─── RECORD EXTRACTS ───

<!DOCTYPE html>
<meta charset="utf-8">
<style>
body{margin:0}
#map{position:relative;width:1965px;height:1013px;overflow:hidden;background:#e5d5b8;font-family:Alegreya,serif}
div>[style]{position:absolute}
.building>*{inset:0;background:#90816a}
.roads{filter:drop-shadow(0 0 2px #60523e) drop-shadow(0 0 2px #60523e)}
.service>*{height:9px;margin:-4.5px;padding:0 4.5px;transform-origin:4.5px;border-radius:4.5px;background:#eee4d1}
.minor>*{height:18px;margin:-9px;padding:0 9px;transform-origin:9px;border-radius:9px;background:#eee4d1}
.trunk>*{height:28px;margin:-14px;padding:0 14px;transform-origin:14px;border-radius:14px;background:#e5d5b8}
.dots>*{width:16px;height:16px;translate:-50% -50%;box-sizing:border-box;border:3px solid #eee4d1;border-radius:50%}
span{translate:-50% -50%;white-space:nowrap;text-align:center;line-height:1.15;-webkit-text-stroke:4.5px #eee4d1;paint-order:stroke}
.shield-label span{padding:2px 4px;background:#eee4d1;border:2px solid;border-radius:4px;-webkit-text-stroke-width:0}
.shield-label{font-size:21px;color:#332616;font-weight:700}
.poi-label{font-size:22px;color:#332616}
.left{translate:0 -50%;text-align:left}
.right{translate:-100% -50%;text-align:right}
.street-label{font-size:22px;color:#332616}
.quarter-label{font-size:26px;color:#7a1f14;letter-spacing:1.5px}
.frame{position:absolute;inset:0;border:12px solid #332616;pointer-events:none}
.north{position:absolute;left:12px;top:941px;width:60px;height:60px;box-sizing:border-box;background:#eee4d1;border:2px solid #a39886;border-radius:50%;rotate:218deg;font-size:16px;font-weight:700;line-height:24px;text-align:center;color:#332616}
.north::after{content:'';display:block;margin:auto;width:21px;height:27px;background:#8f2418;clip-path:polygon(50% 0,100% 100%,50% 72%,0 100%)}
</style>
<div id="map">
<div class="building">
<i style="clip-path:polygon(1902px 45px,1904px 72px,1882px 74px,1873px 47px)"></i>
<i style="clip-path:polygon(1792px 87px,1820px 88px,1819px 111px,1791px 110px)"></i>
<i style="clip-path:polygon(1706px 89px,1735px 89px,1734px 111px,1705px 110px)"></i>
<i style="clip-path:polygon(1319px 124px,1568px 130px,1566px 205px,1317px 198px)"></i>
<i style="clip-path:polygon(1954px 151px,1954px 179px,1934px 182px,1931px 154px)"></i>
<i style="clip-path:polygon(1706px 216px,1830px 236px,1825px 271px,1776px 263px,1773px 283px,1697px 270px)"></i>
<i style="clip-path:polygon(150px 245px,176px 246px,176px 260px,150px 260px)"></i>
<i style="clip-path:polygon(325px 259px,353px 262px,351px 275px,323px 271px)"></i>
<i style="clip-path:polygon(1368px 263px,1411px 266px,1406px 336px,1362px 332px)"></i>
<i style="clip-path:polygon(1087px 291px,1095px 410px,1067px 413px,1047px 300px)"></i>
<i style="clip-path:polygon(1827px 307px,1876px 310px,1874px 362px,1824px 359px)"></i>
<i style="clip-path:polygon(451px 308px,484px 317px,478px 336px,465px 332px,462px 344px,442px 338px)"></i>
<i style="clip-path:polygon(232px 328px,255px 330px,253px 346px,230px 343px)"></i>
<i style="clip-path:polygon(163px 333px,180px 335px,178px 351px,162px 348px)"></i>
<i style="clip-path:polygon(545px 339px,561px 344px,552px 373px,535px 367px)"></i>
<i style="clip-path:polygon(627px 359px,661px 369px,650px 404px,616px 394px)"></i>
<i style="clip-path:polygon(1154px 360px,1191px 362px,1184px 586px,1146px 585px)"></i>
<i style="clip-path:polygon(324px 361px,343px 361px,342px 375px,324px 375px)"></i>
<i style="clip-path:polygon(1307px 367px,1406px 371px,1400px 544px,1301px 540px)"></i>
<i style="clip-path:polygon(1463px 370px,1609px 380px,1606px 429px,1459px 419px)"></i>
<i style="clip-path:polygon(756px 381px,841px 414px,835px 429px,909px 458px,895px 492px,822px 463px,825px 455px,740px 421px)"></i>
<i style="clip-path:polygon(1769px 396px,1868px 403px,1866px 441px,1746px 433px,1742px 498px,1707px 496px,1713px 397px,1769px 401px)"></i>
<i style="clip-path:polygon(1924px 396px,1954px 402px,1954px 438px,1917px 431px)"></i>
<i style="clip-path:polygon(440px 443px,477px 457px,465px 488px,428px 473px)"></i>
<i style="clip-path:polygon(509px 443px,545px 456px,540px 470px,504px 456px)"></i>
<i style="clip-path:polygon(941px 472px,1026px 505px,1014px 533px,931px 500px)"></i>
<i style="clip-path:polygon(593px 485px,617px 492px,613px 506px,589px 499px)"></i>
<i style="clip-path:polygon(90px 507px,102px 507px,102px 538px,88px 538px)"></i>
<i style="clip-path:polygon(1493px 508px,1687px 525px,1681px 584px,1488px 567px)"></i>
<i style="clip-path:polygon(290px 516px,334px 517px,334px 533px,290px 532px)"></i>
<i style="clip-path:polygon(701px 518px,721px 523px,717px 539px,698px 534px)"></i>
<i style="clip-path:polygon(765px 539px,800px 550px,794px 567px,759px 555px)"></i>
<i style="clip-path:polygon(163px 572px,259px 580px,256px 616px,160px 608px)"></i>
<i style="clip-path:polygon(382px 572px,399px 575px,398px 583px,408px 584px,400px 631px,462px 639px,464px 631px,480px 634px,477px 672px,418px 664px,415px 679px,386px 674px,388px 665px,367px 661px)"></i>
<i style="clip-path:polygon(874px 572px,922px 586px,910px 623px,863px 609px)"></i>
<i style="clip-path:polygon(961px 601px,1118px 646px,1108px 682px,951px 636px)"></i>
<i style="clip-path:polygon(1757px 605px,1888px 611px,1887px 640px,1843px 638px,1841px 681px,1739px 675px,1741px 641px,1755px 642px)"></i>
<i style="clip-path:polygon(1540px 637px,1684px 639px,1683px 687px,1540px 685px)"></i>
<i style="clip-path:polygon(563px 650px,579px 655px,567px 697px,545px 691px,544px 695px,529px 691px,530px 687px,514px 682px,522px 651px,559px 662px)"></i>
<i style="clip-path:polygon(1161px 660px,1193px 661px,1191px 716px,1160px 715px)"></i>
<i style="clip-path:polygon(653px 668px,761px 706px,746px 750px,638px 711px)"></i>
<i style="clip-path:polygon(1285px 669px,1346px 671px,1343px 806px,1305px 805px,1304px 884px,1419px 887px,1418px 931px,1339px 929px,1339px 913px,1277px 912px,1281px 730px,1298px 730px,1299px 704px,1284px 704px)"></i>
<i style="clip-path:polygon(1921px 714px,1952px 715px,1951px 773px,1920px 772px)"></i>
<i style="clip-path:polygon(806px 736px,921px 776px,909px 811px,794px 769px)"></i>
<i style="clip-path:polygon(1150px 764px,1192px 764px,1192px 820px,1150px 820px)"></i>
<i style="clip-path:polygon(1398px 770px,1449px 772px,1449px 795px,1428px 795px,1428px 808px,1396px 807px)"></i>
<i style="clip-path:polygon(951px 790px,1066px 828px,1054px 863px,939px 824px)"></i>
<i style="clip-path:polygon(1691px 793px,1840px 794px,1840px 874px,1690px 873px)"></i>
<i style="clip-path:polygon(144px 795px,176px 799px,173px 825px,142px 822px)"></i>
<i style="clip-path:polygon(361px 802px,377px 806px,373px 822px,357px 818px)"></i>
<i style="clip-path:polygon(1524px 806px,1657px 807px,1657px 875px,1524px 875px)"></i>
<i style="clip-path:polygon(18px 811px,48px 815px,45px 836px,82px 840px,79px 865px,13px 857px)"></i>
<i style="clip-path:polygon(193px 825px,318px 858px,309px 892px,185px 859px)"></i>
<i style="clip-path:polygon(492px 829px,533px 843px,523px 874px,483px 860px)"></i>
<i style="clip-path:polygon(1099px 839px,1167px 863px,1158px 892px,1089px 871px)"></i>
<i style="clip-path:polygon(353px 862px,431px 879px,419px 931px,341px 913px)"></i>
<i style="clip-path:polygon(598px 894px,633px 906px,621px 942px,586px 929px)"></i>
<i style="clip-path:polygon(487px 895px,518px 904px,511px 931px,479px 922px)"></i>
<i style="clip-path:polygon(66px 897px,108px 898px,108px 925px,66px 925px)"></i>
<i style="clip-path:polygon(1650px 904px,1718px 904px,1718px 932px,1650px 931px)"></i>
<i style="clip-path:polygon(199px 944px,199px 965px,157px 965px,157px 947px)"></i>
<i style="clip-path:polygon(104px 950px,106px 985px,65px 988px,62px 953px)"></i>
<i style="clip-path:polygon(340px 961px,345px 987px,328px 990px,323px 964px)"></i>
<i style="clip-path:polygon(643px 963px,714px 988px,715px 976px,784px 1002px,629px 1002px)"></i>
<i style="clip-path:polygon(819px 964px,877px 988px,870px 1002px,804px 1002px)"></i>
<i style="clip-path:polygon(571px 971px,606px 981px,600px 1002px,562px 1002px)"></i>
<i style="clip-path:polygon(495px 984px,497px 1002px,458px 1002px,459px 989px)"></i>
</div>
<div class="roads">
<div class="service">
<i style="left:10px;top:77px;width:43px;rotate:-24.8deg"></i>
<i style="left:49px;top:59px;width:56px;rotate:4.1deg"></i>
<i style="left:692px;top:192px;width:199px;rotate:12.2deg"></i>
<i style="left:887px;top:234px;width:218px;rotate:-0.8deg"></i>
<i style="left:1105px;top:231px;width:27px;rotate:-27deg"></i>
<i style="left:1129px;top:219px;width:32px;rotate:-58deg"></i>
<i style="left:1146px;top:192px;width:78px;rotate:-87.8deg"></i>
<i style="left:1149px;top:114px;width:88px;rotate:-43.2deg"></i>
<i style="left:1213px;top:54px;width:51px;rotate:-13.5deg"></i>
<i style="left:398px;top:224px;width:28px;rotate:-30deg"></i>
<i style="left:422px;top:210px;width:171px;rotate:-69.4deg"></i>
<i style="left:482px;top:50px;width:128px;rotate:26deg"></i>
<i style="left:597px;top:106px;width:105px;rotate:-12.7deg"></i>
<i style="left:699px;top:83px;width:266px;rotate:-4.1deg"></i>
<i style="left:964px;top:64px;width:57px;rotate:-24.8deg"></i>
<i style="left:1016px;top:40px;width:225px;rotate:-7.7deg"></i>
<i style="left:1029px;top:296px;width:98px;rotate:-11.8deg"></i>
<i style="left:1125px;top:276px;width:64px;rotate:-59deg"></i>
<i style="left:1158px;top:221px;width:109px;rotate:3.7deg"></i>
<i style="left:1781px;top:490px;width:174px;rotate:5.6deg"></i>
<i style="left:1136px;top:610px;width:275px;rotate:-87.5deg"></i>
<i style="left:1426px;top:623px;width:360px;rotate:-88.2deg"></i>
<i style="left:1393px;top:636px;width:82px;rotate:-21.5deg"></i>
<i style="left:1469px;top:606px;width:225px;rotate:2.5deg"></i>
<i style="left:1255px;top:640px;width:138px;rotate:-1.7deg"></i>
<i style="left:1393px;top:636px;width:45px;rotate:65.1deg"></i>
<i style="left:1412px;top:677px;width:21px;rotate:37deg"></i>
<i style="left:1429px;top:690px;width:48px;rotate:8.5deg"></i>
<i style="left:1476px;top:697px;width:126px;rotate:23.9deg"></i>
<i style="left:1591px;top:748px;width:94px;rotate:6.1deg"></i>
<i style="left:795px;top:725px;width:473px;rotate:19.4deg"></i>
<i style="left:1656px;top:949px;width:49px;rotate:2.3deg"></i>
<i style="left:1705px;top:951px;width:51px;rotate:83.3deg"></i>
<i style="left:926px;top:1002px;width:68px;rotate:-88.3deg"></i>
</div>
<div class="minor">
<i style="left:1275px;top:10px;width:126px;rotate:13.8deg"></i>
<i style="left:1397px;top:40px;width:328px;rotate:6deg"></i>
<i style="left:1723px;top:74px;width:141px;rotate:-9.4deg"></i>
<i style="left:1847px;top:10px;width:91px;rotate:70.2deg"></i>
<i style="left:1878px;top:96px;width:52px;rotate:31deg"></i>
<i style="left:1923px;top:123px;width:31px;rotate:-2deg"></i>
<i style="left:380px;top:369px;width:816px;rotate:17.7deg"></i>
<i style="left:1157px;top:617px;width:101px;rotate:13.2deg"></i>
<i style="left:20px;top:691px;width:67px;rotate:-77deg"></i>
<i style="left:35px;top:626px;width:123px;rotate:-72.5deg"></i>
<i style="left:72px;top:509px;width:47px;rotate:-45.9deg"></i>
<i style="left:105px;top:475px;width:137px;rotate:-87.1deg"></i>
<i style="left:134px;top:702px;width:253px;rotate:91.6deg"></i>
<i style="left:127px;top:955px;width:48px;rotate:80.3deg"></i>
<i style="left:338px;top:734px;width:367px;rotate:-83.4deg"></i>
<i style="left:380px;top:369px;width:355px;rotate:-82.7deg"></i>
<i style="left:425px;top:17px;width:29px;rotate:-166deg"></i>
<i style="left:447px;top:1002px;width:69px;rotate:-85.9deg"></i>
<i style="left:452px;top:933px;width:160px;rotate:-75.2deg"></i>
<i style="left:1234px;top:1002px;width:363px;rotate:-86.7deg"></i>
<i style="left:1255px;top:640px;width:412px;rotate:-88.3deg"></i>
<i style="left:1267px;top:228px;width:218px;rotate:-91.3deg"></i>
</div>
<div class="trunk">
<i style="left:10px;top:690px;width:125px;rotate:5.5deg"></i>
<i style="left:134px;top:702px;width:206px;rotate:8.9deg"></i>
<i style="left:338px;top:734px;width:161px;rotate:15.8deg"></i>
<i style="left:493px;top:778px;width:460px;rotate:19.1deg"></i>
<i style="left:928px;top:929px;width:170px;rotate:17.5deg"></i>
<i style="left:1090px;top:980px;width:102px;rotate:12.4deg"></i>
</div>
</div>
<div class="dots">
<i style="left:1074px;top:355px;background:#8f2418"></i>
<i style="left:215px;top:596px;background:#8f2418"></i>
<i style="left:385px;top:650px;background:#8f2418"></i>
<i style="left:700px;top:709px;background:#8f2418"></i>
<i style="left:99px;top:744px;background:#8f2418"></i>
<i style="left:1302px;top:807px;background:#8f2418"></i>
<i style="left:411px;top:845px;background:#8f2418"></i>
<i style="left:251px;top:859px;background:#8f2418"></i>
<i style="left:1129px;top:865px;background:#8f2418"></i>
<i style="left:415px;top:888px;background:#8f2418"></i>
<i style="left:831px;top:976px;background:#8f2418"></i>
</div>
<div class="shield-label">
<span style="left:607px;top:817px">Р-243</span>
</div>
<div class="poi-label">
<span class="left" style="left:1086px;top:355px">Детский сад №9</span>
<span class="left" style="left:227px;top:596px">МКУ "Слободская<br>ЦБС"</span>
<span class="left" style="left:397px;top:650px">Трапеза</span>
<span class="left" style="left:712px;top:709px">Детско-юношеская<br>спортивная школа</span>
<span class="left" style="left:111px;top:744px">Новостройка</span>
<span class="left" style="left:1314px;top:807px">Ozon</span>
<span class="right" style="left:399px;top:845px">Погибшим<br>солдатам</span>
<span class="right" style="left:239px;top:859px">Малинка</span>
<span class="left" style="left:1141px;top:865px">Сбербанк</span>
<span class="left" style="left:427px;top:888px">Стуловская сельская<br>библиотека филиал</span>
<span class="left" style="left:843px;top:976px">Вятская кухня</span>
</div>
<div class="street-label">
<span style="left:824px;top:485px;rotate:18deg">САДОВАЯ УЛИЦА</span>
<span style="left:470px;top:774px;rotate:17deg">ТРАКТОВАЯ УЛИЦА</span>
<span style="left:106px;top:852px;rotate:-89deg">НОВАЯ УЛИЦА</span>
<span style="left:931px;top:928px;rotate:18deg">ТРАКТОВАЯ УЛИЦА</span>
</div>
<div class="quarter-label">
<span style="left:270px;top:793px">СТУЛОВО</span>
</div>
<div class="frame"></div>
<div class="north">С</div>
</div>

───

List the lines of the records where "service" occurs.

## RESPONSE TO THIS EXERCISE
.service>*{height:9px;margin:-4.5px;padding:0 4.5px;transform-origin:4.5px;border-radius:4.5px;background:#eee4d1}
<div class="service">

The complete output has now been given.